- [THE TASK] Report, word for word, every line of the material that contains "position".
+---+
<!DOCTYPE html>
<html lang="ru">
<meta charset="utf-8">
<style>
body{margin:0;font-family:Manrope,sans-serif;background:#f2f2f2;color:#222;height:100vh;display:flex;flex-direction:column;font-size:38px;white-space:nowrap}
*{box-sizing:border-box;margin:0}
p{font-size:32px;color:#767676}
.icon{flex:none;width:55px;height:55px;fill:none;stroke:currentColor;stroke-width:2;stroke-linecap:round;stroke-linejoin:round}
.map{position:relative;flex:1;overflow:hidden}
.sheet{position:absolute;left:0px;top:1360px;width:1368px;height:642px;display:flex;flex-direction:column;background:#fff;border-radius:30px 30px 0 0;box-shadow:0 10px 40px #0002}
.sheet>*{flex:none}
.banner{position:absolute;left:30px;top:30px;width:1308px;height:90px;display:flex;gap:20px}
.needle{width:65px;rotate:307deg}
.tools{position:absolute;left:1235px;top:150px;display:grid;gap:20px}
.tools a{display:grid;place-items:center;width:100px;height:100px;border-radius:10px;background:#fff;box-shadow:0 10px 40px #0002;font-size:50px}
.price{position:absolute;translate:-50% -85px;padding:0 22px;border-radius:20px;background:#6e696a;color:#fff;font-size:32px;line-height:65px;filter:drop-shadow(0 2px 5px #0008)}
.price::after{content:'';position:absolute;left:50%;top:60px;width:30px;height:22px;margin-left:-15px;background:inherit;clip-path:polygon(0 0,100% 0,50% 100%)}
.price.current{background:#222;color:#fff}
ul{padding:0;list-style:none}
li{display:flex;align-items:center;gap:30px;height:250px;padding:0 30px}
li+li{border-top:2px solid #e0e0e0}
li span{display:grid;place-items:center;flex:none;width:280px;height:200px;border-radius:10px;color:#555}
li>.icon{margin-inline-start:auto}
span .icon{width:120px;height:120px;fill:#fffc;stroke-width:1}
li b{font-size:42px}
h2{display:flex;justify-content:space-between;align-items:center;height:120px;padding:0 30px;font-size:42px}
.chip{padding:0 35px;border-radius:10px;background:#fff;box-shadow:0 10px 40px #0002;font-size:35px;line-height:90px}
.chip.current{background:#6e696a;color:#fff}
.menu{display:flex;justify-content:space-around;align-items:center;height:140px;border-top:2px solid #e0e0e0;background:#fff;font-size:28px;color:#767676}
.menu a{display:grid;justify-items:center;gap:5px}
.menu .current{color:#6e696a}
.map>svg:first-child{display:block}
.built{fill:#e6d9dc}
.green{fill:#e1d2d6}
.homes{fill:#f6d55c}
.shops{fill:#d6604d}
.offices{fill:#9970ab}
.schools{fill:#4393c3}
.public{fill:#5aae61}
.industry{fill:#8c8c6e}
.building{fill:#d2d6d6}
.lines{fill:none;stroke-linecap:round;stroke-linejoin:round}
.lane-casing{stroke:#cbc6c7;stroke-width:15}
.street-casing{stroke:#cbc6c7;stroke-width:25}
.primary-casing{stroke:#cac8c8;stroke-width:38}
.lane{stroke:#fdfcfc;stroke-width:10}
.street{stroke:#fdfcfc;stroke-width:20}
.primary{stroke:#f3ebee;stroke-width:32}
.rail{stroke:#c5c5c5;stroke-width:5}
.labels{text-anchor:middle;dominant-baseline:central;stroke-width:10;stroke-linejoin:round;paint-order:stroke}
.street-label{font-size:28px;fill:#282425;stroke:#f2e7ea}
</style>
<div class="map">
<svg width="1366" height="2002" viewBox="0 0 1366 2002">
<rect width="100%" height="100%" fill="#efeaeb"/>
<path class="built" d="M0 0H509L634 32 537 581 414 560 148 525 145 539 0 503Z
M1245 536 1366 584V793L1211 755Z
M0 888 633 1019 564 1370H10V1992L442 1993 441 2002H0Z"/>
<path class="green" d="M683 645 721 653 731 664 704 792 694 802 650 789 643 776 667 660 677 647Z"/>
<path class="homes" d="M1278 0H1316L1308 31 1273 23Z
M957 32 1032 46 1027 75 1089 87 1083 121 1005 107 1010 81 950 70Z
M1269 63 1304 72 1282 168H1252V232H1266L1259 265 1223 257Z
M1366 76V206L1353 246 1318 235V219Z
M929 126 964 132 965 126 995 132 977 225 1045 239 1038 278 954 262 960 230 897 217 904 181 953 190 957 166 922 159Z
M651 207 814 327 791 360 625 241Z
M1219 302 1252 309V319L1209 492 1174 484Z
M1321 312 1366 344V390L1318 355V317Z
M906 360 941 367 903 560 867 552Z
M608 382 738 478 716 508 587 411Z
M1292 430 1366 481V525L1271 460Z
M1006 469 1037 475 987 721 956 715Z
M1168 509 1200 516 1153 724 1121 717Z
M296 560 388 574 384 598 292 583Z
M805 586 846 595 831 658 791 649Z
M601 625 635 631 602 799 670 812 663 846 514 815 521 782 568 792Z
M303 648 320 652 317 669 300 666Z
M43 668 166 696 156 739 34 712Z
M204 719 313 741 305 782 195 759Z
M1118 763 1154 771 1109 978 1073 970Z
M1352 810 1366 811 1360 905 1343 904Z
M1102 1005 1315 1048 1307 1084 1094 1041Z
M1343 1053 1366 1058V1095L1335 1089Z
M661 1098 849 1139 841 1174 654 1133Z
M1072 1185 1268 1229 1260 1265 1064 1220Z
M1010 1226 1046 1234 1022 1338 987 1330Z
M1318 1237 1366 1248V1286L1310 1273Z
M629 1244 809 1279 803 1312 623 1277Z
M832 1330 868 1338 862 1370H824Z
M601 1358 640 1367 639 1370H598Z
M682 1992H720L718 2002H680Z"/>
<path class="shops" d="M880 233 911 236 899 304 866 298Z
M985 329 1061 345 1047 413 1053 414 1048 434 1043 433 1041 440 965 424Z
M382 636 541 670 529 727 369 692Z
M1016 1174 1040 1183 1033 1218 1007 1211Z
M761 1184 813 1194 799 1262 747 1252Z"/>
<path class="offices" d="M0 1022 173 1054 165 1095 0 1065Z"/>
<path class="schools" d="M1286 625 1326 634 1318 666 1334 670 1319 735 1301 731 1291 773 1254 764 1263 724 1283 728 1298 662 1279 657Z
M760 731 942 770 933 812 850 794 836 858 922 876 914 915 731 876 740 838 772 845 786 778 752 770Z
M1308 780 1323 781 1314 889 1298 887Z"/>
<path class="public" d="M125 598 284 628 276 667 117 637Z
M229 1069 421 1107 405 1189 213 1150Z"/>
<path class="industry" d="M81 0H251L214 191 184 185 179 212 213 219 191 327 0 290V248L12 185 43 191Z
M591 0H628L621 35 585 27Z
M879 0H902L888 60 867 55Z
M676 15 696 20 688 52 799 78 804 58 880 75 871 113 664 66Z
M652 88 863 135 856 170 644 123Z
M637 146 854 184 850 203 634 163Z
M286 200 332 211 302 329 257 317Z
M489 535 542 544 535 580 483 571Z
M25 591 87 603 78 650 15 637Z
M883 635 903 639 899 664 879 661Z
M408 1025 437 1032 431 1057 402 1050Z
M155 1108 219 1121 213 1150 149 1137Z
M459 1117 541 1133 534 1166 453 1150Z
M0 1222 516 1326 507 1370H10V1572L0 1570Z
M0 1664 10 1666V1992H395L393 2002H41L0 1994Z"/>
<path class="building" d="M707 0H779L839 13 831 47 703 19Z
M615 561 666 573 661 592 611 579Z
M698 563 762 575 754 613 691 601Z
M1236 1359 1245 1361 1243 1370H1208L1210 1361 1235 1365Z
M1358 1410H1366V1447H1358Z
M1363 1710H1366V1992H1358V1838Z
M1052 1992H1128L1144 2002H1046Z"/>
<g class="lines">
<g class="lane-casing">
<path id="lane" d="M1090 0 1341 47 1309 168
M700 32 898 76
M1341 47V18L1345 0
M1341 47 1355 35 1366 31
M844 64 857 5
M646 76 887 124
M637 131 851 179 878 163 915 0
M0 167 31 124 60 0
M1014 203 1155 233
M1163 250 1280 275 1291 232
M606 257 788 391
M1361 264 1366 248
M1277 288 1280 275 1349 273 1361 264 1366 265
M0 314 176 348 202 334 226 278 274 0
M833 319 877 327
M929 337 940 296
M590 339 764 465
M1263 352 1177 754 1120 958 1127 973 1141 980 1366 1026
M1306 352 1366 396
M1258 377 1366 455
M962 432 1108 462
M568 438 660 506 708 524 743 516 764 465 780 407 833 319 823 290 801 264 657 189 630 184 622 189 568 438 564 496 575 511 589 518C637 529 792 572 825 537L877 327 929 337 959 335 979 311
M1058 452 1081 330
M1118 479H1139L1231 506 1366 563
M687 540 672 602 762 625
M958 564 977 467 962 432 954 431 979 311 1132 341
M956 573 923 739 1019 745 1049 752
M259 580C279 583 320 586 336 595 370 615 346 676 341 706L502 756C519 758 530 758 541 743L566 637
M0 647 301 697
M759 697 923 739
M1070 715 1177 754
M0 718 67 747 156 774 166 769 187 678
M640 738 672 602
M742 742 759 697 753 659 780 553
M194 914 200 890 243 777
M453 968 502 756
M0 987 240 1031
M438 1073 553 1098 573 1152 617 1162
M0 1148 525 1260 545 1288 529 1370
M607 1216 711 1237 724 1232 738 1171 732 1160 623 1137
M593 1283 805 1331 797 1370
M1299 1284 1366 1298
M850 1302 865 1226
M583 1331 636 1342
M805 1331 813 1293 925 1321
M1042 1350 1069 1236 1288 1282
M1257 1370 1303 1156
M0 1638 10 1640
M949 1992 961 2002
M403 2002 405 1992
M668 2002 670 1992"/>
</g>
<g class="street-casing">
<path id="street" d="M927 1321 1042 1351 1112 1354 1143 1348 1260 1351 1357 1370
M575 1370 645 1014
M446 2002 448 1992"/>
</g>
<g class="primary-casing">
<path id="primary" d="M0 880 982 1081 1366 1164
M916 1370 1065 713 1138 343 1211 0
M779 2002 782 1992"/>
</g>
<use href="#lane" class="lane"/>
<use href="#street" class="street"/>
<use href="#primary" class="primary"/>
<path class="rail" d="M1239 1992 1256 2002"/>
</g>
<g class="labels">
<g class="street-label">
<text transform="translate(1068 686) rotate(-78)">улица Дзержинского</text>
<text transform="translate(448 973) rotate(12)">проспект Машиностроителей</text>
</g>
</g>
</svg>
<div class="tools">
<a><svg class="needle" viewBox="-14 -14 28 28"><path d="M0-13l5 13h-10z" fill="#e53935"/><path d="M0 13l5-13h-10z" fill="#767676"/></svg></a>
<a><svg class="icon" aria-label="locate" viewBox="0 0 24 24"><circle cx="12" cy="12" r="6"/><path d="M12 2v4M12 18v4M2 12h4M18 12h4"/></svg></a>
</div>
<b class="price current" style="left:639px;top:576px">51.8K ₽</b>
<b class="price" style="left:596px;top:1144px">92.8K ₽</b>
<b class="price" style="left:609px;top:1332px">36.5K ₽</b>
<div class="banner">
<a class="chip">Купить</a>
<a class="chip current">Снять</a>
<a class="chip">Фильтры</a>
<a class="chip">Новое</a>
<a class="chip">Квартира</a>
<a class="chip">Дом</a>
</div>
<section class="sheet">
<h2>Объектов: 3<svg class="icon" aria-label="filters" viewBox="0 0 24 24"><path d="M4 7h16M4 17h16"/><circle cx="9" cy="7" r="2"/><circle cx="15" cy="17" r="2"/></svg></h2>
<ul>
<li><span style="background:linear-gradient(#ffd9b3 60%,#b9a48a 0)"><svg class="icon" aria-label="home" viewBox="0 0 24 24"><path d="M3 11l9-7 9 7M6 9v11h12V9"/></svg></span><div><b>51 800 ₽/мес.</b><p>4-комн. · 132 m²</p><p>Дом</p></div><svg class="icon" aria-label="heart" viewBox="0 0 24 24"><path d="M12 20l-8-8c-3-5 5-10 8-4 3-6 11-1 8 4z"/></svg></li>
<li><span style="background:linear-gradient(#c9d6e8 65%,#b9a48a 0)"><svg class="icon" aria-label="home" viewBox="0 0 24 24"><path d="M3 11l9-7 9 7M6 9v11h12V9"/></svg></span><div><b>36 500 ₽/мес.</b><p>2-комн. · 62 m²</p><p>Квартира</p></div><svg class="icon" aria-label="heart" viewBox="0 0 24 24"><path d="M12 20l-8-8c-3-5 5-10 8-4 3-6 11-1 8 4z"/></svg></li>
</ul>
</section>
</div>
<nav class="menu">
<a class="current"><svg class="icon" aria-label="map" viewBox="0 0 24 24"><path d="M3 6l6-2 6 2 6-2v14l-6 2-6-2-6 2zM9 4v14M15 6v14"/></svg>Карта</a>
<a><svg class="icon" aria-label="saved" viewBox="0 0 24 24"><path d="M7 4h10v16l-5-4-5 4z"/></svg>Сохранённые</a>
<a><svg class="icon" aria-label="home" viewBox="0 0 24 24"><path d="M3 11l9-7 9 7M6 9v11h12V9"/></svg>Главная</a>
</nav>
+---+
- [TASK RESULT]
.map{position:relative;flex:1;overflow:hidden}
.sheet{position:absolute;left:0px;top:1360px;width:1368px;height:642px;display:flex;flex-direction:column;background:#fff;border-radius:30px 30px 0 0;box-shadow:0 10px 40px #0002}
.banner{position:absolute;left:30px;top:30px;width:1308px;height:90px;display:flex;gap:20px}
.tools{position:absolute;left:1235px;top:150px;display:grid;gap:20px}
.price{position:absolute;translate:-50% -85px;padding:0 22px;border-radius:20px;background:#6e696a;color:#fff;font-size:32px;line-height:65px;filter:drop-shadow(0 2px 5px #0008)}
.price::after{content:'';position:absolute;left:50%;top:60px;width:30px;height:22px;margin-left:-15px;background:inherit;clip-path:polygon(0 0,100% 0,50% 100%)}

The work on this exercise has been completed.